Economist Chris Edwards explains how President Biden’s planned $2 trillion in infrastructure spending would actually damage America’s infrastructure while shrinking our economy and increasing taxes. He calls it “Biden’s anti-infrastructure plan“:
President Biden and the Democrats just spent $1.9 trillion on an unneeded stimulus bill, and that could be just the beginning of their budget blowout. Next up is an infrastructure plan of $2 trillion or more. The stimulus bill was debt‐financed, but Democrats are saying that the infrastructure bill will be funded by tax hikes. Those hikes, combined with the labor and green regulations Biden wants to impose, will damage infrastructure, not help it.
The key to infrastructure policy is recognizing that the private sector owns most of it. In 2019, the nation had a massive $40 trillion in nondefense, nonresidential fixed assets, which is a broad measure of infrastructure. The private sector owns 65% of it, including power stations, freight railways, pipelines, factories, broadband networks, and much else. State and local governments own 30%, including highways, schools, and airports.
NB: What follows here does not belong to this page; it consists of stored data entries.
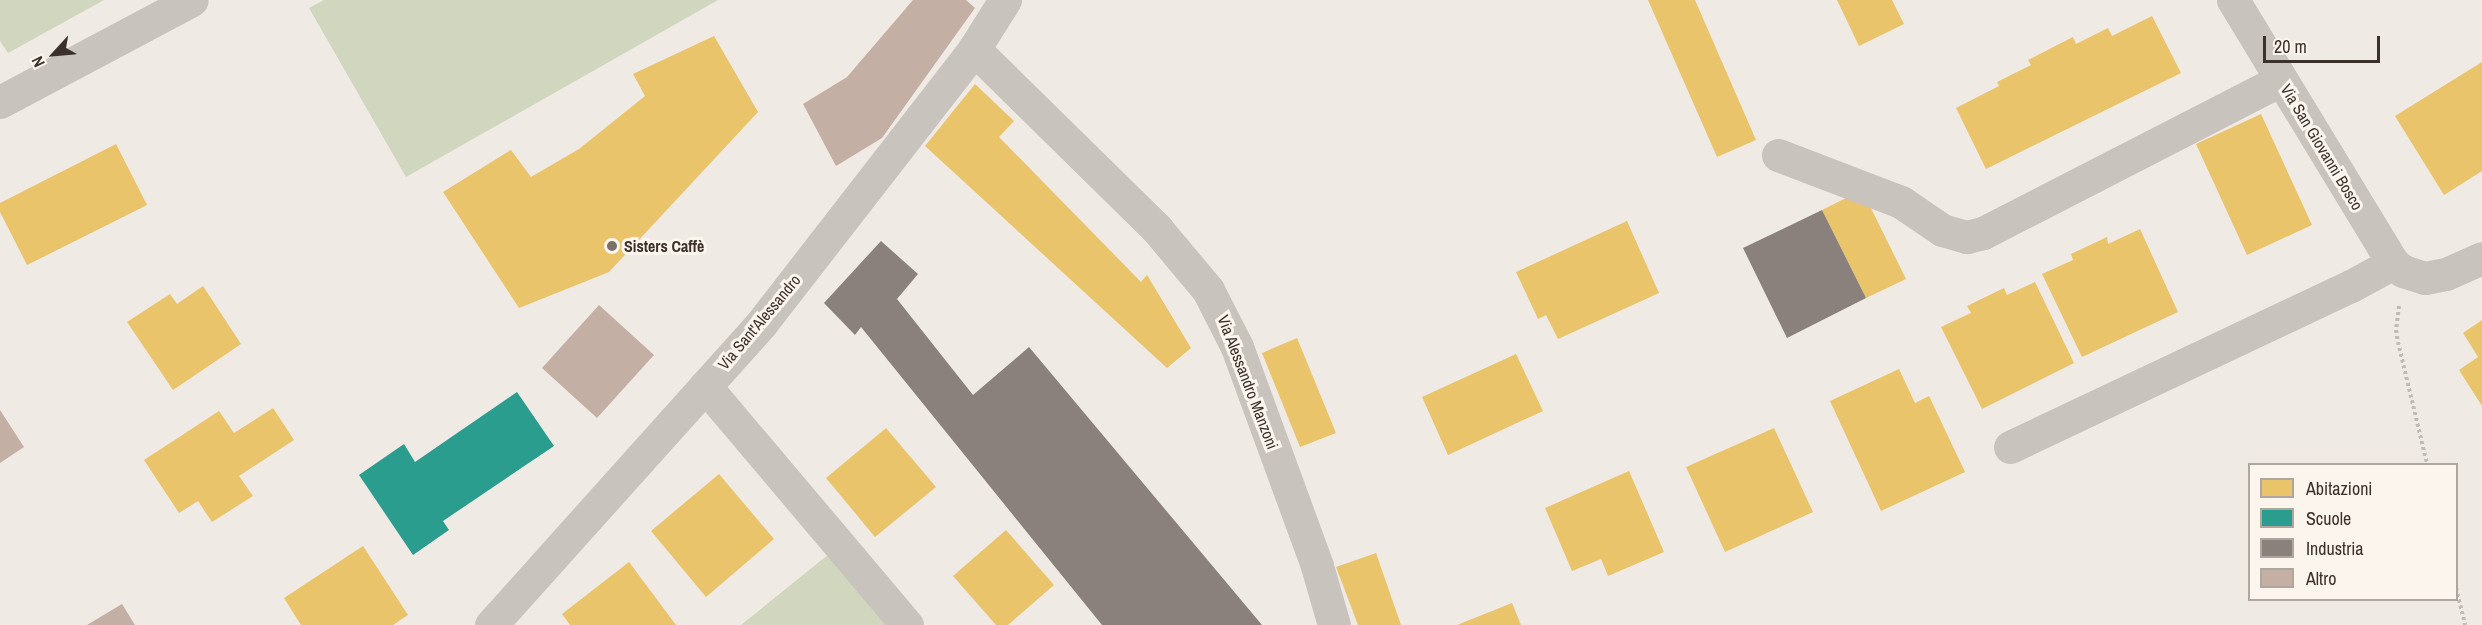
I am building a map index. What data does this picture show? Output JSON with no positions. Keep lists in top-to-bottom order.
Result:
{
  "streets": {
    "street": ["Via San Giovanni Bosco", "Via Sant'Alessandro", "Via Alessandro Manzoni"]
  },
  "crossings": [
    ["Via Sant'Alessandro", "Via Alessandro Manzoni"]
  ],
  "places": ["Sisters Caffè"],
  "legend": [
    "Abitazioni",
    "Scuole",
    "Industria",
    "Altro"
  ],
  "scale_bar": "20 m",
  "north": "bottom left"
}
The federal government owns just 5%….Private industry invests in infrastructure to earn profits, so when the government reduces profits with regulation and tax increases, businesses cut investment, and infrastructure suffers.
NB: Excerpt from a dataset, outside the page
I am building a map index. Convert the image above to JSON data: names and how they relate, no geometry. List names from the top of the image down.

Biden is proposing large increases to business income taxes, including raising the federal corporate tax rate from 21% to 28%. Because private infrastructure is so huge, seemingly modest changes in tax rates can have a large effect. The Tax Foundation estimated that Biden’s tax increases would reduce investment in fixed assets, including infrastructure, by more than $1 trillion.
Edwards explains in more detail at this link.
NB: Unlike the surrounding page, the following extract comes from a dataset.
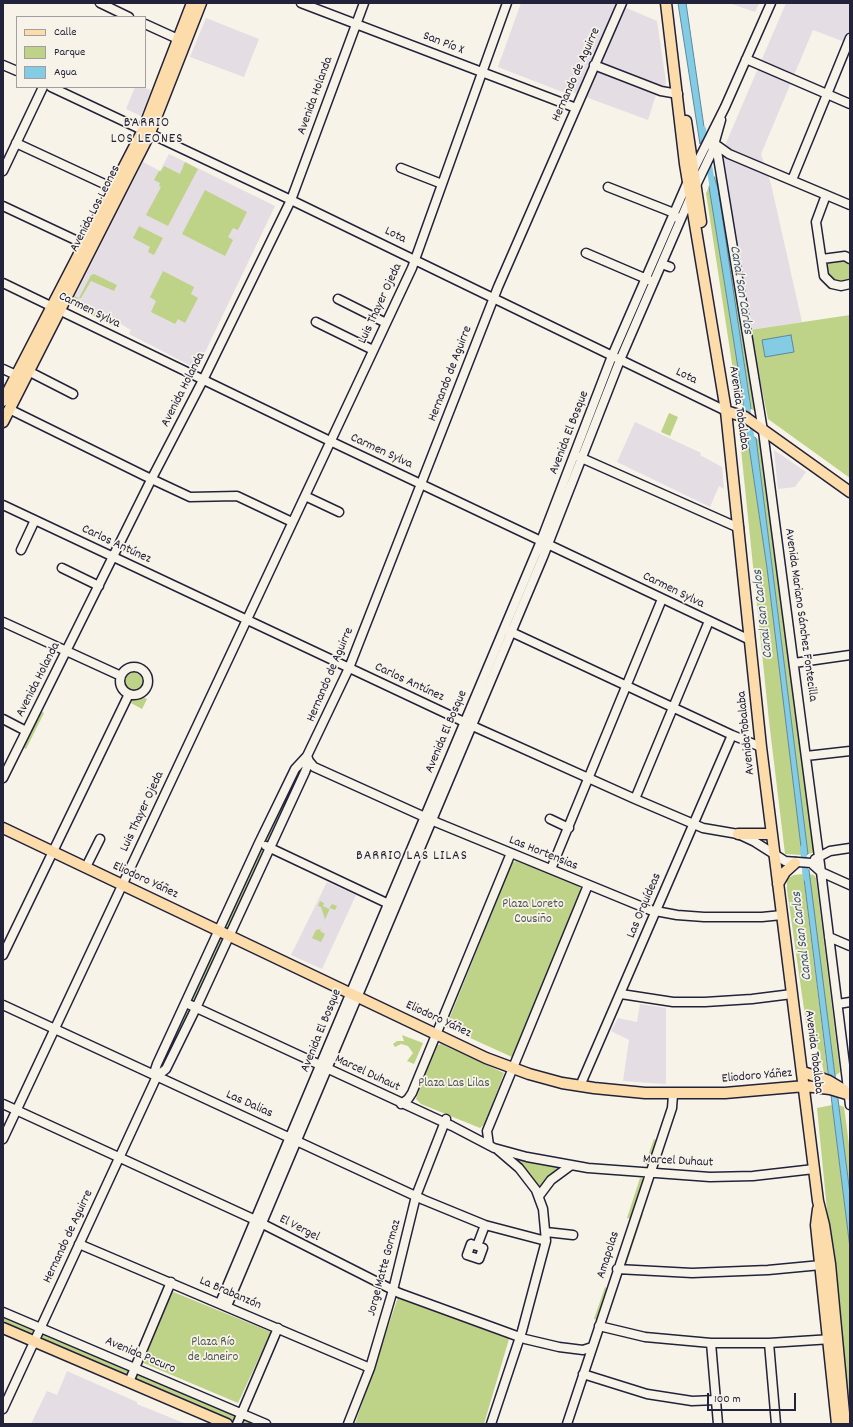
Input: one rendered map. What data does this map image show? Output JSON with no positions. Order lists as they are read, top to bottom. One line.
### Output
{"streets":{"main road":["Avenida Los Leones","Lota","Avenida Tobalaba","Eliodoro Yáñez"],"street":["San Pío X","Hernando de Aguirre","Avenida Holanda","Luis Thayer Ojeda","Carmen Sylva","Avenida El Bosque","Carlos Antúnez","Avenida Mariano Sánchez Fontecilla","Las Hortensias","Las Orquídeas","Marcel Duhaut","Las Dalias","El Vergel","Amapolas","Jorge Matte Gormaz","La Brabanzón","Avenida Pocuro"]},"crossings":[["San Pío X","Hernando de Aguirre"],["San Pío X","Avenida Holanda"],["San Pío X","Luis Thayer Ojeda"],["Hernando de Aguirre","Lota"],["Hernando de Aguirre","Carmen Sylva"],["Hernando de Aguirre","Carlos Antúnez"],["Hernando de Aguirre","Las Hortensias"],["Hernando de Aguirre","Eliodoro Yáñez"],["Hernando de Aguirre","Marcel Duhaut"],["Hernando de Aguirre","Las Dalias"],["Hernando de Aguirre","El Vergel"],["Hernando de Aguirre","La Brabanzón"],["Hernando de Aguirre","Avenida Pocuro"],["Avenida Holanda","Lota"],["Avenida Holanda","Carmen Sylva"],["Avenida Holanda","Carlos Antúnez"],["Avenida Los Leones","Lota"],["Avenida Los Leones","Carmen Sylva"],["Lota","Luis Thayer Ojeda"],["Lota","Avenida Tobalaba"],["Lota","Avenida El Bosque"],["Lota","Avenida Mariano Sánchez Fontecilla"],["Luis Thayer Ojeda","Carmen Sylva"],["Luis Thayer Ojeda","Carlos Antúnez"],["Luis Thayer Ojeda","Eliodoro Yáñez"],["Luis Thayer Ojeda","Las Dalias"],["Luis Thayer Ojeda","El Vergel"],["Carmen Sylva","Avenida Tobalaba"],["Carmen Sylva","Avenida El Bosque"],["Avenida Tobalaba","Avenida El Bosque"],["Avenida Tobalaba","Carlos Antúnez"],["Avenida Tobalaba","Las Hortensias"],["Avenida Tobalaba","Eliodoro Yáñez"],["Avenida Tobalaba","Marcel Duhaut"],["Avenida El Bosque","Carlos Antúnez"],["Avenida El Bosque","Las Hortensias"],["Avenida El Bosque","Eliodoro Yáñez"],["Avenida El Bosque","Marcel Duhaut"],["Avenida El Bosque","Las Dalias"],["Avenida El Bosque","El Vergel"],["Avenida El Bosque","La Brabanzón"],["Carlos Antúnez","Las Orquídeas"],["Avenida Mariano Sánchez Fontecilla","Eliodoro Yáñez"],["Las Hortensias","Las Orquídeas"],["Eliodoro Yáñez","Las Orquídeas"],["Eliodoro Yáñez","Amapolas"],["Marcel Duhaut","Amapolas"],["Marcel Duhaut","Jorge Matte Gormaz"],["Las Dalias","Jorge Matte Gormaz"],["El Vergel","Amapolas"],["El Vergel","Jorge Matte Gormaz"],["Jorge Matte Gormaz","La Brabanzón"]],"districts":["BARRIO LOS LEONES","BARRIO LAS LILAS"],"water":["Canal San Carlos"],"parks":["Plaza Loreto Cousiño","Plaza Las Lilas","Plaza Río de Janeiro"],"legend":["Calle","Parque","Agua"],"scale_bar":"100 m"}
Federal laws can radically increase the cost of infrastructure through regulatory requirements, even when those requirements are more modest than those in Biden’s infrastructure plan.
Federal laws meddling in local infrastructure projects have already radically increased the cost of highway projects since the early 1970s, as legal scholar Walter Olson describes in Reason Magazine. Spending per mile on interstate highway construction more than tripled from the 1960s to the 1980s, after taking inflation into account. Federal laws passed in 1970, 1972, and 1973 made it easier for citizens and special-interest groups to “contest infrastructure projects, driving up their cost and delaying their implementation and completion,” Olson notes.
The federal government already delays infrastructure projects with all sorts of unnecessary rules that other countries reject as wasteful and expensive. Construction of public infrastructure is slow and costly in the United States compared with Europe and Japan. New York City subways are a famous example: The Second Avenue line now being partially constructed — a century after it was originally proposed — costs six times as much as a comparable subway line in Paris. Dutch road crews built an entire highway overpass over a single weekend. Such rapid construction seldom happens in the U.S.
Biden’s infrastructure plan will make things much worse, by imposing burdensome labor and energy regulations on infrastructure projects that drive up costs. Biden wants “union jobs” for highways, transit, energy, manufacturing, railroads, airports, broadband, and water systems. He plans to require all federally assisted projects to have “project labor agreements,” which require hiring workers through unions, paying union wages and benefits, and using union work rules. But only 13% of U.S. construction workers are currently unionized. As Chris Edwards notes, ”Union‐backed Davis‐Bacon rules already raise wage costs on highway projects by about 20%, and PLAs will likely raise costs further. Thus, under Biden’s plan, taxpayers will get less bang for their buck in terms of new infrastructure facilities built with their money.”
Tax increases are unlikely to cover the full cost of Biden’s infrastructure plan, so it is likely to increase the national debt, which is already skyrocketing due to the earlier passage of Biden’s $1.9 trillion “Covid relief” package. Both liberal and conservative economists said that package was too costly. Researchers at the University of Pennsylvania said it would hurt the economy in the long run by driving up the national debt. “The existence of the debt saps the rest of the economy,” said economist Efraim Berkovich. “When the government is running budget deficits, the money that could have gone to productive investment” is siphoned off, depleting “the capital that we need to grow our economy in the future.”